**Description of the task:** Search the entries for the line containing "M467,1647L510,1769L472,1777L436,1651Z". Repeat it, then every line after it, exactly through the final line.

===============

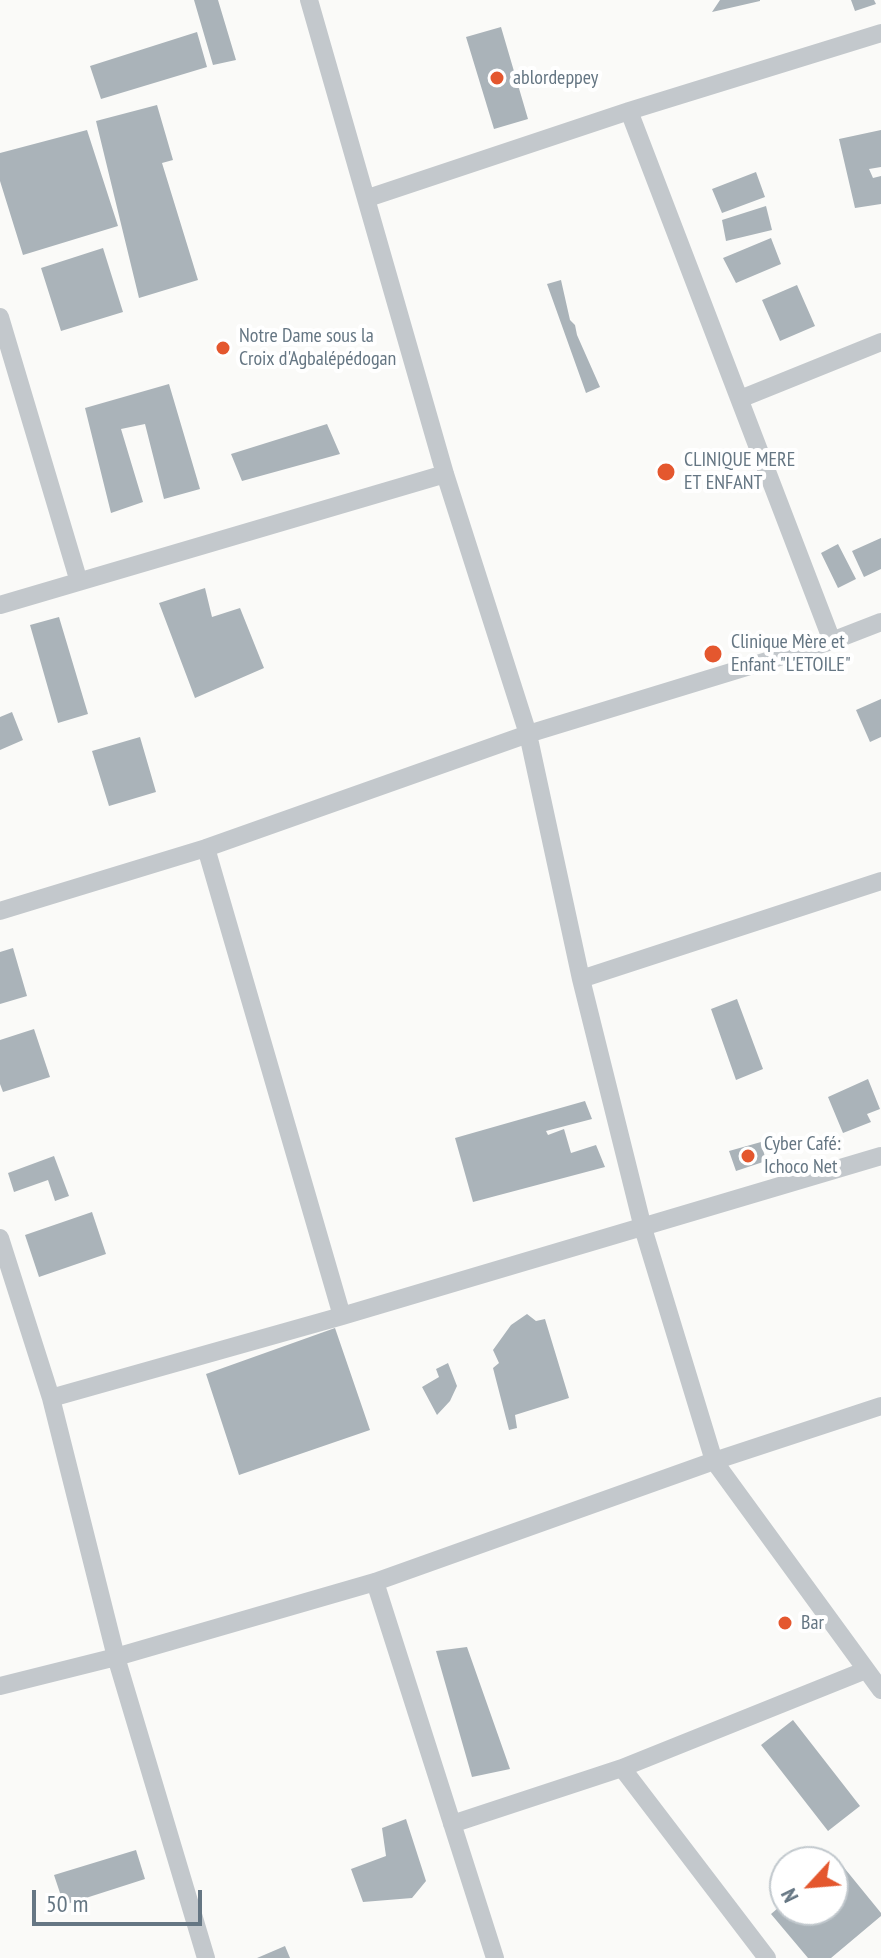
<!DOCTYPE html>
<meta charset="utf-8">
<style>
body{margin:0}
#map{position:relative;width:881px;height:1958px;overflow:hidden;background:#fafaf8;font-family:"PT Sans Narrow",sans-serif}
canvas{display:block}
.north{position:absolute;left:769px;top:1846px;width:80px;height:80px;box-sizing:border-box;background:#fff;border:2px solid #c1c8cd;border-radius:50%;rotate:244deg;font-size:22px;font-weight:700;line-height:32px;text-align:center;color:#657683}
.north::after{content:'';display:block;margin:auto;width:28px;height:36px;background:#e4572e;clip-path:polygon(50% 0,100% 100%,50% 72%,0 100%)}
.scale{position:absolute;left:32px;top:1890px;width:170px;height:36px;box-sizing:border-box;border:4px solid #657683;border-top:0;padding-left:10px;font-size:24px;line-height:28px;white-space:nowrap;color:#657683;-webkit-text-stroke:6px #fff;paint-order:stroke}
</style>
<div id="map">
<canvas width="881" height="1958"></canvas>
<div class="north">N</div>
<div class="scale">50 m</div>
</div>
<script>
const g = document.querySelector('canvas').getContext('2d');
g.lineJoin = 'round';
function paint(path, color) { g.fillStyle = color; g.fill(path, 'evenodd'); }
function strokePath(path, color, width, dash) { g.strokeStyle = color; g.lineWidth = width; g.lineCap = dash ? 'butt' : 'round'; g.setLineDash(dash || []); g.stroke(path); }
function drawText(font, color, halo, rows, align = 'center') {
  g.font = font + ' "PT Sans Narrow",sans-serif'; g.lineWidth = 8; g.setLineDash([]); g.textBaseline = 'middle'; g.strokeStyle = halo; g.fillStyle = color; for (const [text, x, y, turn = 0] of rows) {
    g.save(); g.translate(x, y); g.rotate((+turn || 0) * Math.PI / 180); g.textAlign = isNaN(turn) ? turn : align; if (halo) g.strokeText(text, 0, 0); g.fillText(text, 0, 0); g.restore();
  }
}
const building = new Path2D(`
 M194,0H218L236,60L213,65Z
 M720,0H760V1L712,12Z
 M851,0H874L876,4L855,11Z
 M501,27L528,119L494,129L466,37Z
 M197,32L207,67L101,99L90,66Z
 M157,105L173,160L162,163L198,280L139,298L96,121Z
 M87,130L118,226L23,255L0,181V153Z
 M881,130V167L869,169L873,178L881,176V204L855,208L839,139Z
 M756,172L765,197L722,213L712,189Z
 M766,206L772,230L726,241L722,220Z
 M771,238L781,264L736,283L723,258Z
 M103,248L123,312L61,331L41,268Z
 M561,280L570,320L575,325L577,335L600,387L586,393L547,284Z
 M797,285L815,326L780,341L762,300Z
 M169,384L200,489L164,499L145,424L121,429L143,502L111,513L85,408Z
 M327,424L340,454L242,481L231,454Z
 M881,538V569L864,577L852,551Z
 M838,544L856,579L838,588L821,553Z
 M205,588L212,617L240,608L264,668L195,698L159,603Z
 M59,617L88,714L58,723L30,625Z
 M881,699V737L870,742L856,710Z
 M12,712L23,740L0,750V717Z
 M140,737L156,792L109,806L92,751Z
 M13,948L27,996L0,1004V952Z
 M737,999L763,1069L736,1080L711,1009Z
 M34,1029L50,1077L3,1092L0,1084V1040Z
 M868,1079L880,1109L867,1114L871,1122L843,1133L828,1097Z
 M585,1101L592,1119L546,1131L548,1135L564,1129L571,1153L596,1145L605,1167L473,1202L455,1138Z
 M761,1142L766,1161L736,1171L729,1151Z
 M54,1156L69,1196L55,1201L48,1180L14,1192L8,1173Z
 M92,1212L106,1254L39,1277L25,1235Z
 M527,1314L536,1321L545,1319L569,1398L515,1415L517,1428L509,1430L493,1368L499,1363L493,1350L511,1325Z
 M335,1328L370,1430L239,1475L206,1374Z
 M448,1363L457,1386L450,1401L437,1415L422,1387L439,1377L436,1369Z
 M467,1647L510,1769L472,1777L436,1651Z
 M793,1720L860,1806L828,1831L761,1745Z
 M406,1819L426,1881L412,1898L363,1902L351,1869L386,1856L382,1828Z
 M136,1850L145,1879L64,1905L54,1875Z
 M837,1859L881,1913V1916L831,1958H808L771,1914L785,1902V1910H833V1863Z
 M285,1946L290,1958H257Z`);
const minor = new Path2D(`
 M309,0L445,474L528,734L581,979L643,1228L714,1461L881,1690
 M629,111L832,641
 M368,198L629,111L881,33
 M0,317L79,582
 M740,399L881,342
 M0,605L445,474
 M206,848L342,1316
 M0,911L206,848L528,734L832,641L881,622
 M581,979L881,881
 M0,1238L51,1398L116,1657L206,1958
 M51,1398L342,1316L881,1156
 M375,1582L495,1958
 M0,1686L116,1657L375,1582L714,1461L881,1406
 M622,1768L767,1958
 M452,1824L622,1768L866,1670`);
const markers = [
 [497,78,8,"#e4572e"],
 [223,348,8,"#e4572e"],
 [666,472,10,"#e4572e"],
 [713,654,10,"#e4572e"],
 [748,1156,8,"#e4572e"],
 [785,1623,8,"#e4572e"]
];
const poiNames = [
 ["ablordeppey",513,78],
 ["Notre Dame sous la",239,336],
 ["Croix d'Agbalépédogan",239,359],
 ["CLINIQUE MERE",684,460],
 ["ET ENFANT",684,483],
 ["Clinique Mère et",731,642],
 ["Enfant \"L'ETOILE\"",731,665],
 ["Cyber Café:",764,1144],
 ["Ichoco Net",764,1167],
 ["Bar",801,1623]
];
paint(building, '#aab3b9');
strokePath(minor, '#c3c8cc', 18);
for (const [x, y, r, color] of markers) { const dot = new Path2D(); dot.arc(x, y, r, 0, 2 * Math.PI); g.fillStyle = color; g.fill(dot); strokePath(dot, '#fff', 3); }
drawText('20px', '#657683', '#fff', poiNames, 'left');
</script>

===============

**Answer area:**
 M467,1647L510,1769L472,1777L436,1651Z
 M793,1720L860,1806L828,1831L761,1745Z
 M406,1819L426,1881L412,1898L363,1902L351,1869L386,1856L382,1828Z
 M136,1850L145,1879L64,1905L54,1875Z
 M837,1859L881,1913V1916L831,1958H808L771,1914L785,1902V1910H833V1863Z
 M285,1946L290,1958H257Z`);
const minor = new Path2D(`
 M309,0L445,474L528,734L581,979L643,1228L714,1461L881,1690
 M629,111L832,641
 M368,198L629,111L881,33
 M0,317L79,582
 M740,399L881,342
 M0,605L445,474
 M206,848L342,1316
 M0,911L206,848L528,734L832,641L881,622
 M581,979L881,881
 M0,1238L51,1398L116,1657L206,1958
 M51,1398L342,1316L881,1156
 M375,1582L495,1958
 M0,1686L116,1657L375,1582L714,1461L881,1406
 M622,1768L767,1958
 M452,1824L622,1768L866,1670`);
const markers = [
 [497,78,8,"#e4572e"],
 [223,348,8,"#e4572e"],
 [666,472,10,"#e4572e"],
 [713,654,10,"#e4572e"],
 [748,1156,8,"#e4572e"],
 [785,1623,8,"#e4572e"]
];
const poiNames = [
 ["ablordeppey",513,78],
 ["Notre Dame sous la",239,336],
 ["Croix d'Agbalépédogan",239,359],
 ["CLINIQUE MERE",684,460],
 ["ET ENFANT",684,483],
 ["Clinique Mère et",731,642],
 ["Enfant \"L'ETOILE\"",731,665],
 ["Cyber Café:",764,1144],
 ["Ichoco Net",764,1167],
 ["Bar",801,1623]
];
paint(building, '#aab3b9');
strokePath(minor, '#c3c8cc', 18);
for (const [x, y, r, color] of markers) { const dot = new Path2D(); dot.arc(x, y, r, 0, 2 * Math.PI); g.fillStyle = color; g.fill(dot); strokePath(dot, '#fff', 3); }
drawText('20px', '#657683', '#fff', poiNames, 'left');
</script>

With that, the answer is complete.